* **ABOUT THIS TASK**
Scan the entries that follow and copy out every line containing "MADDISONS".

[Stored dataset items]

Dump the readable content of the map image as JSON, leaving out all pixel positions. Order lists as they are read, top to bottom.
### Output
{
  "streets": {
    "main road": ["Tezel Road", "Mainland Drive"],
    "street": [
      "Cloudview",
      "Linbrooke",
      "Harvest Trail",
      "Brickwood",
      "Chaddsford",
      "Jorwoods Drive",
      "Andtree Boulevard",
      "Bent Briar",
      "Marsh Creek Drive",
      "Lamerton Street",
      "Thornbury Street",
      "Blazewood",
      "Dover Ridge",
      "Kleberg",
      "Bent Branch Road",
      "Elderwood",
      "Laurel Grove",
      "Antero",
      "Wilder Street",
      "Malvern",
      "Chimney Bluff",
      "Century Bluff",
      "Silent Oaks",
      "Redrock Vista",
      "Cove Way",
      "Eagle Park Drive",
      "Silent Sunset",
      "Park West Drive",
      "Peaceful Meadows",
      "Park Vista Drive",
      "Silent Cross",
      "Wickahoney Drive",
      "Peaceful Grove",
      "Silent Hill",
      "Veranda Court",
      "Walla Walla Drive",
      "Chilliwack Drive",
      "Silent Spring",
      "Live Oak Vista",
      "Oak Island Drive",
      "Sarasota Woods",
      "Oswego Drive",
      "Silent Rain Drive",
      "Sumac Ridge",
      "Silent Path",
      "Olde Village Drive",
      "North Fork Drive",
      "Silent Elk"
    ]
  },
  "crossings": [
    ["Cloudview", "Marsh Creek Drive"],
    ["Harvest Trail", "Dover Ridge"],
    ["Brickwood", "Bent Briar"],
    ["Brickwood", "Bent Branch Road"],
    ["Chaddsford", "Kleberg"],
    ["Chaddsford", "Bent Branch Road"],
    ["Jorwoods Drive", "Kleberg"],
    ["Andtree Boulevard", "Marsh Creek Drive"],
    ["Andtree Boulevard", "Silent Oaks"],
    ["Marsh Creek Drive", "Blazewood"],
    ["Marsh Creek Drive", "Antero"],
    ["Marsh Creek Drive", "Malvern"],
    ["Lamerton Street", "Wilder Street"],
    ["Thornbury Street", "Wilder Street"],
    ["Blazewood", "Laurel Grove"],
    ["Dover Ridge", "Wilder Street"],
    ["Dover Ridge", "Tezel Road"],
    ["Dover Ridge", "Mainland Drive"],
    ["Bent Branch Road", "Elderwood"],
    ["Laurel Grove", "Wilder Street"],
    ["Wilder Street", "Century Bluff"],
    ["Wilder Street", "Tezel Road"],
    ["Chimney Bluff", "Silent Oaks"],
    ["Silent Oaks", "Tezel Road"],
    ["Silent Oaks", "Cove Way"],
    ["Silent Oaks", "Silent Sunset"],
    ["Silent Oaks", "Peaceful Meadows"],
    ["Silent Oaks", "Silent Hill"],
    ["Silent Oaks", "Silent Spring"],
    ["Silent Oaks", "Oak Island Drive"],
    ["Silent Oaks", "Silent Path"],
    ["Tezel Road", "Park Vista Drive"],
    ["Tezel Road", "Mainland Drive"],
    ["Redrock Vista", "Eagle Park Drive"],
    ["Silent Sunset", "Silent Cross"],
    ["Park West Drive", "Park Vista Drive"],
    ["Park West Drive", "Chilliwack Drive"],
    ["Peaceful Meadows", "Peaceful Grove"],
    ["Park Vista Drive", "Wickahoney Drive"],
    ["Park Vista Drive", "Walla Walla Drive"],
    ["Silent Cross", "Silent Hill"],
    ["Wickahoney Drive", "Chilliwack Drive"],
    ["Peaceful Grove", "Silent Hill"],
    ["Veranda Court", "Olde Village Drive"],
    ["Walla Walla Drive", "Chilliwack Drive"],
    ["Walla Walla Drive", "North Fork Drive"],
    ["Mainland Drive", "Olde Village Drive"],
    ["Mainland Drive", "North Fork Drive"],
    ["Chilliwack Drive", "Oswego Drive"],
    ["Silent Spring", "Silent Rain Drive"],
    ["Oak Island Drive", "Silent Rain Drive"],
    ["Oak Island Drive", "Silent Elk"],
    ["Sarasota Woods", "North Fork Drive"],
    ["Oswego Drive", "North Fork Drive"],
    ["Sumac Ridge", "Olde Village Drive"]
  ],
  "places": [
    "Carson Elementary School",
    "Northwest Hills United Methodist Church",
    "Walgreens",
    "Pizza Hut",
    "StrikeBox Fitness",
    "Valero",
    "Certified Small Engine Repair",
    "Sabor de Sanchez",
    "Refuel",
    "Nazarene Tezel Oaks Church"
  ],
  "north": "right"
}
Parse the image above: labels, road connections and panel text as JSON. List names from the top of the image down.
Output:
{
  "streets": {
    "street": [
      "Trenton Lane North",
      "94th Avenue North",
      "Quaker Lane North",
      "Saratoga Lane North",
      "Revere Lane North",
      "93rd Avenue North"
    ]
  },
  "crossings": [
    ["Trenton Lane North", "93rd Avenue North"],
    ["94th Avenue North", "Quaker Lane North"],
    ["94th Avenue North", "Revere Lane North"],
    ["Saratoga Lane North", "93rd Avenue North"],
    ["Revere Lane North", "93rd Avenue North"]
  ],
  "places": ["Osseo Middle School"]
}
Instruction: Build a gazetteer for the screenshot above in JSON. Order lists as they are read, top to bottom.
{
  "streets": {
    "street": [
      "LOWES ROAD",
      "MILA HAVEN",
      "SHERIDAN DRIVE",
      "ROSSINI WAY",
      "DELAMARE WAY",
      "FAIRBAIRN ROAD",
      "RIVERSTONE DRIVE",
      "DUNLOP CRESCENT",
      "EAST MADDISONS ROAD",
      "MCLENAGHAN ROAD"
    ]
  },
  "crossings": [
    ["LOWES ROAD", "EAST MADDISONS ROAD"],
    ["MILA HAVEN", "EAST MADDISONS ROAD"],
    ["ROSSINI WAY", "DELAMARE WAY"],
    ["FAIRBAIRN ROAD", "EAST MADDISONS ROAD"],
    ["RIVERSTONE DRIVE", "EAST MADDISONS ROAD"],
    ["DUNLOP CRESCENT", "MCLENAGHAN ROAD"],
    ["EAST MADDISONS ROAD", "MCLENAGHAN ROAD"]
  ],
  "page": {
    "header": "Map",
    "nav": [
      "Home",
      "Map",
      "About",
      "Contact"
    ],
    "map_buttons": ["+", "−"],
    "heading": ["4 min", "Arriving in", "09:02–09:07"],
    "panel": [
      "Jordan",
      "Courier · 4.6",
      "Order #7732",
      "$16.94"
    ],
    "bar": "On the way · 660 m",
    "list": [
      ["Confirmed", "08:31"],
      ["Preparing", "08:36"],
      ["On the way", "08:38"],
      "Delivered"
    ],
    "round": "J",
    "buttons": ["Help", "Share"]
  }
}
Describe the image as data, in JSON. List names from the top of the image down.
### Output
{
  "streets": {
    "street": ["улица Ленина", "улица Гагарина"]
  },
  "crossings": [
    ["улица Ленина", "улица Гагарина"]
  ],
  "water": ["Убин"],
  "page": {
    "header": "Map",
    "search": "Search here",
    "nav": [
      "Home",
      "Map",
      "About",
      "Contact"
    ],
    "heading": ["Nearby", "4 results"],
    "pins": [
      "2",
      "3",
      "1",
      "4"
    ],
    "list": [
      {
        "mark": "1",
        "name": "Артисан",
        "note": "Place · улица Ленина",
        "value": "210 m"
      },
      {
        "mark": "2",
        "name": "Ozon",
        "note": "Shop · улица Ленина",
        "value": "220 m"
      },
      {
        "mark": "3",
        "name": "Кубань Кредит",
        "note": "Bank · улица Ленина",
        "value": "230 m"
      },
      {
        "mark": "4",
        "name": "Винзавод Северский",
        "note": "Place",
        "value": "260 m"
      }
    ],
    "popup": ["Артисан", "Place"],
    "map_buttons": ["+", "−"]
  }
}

* **EXERCISE SOLUTION**
      "EAST MADDISONS ROAD",
    ["LOWES ROAD", "EAST MADDISONS ROAD"],
    ["MILA HAVEN", "EAST MADDISONS ROAD"],
    ["FAIRBAIRN ROAD", "EAST MADDISONS ROAD"],
    ["RIVERSTONE DRIVE", "EAST MADDISONS ROAD"],
    ["EAST MADDISONS ROAD", "MCLENAGHAN ROAD"]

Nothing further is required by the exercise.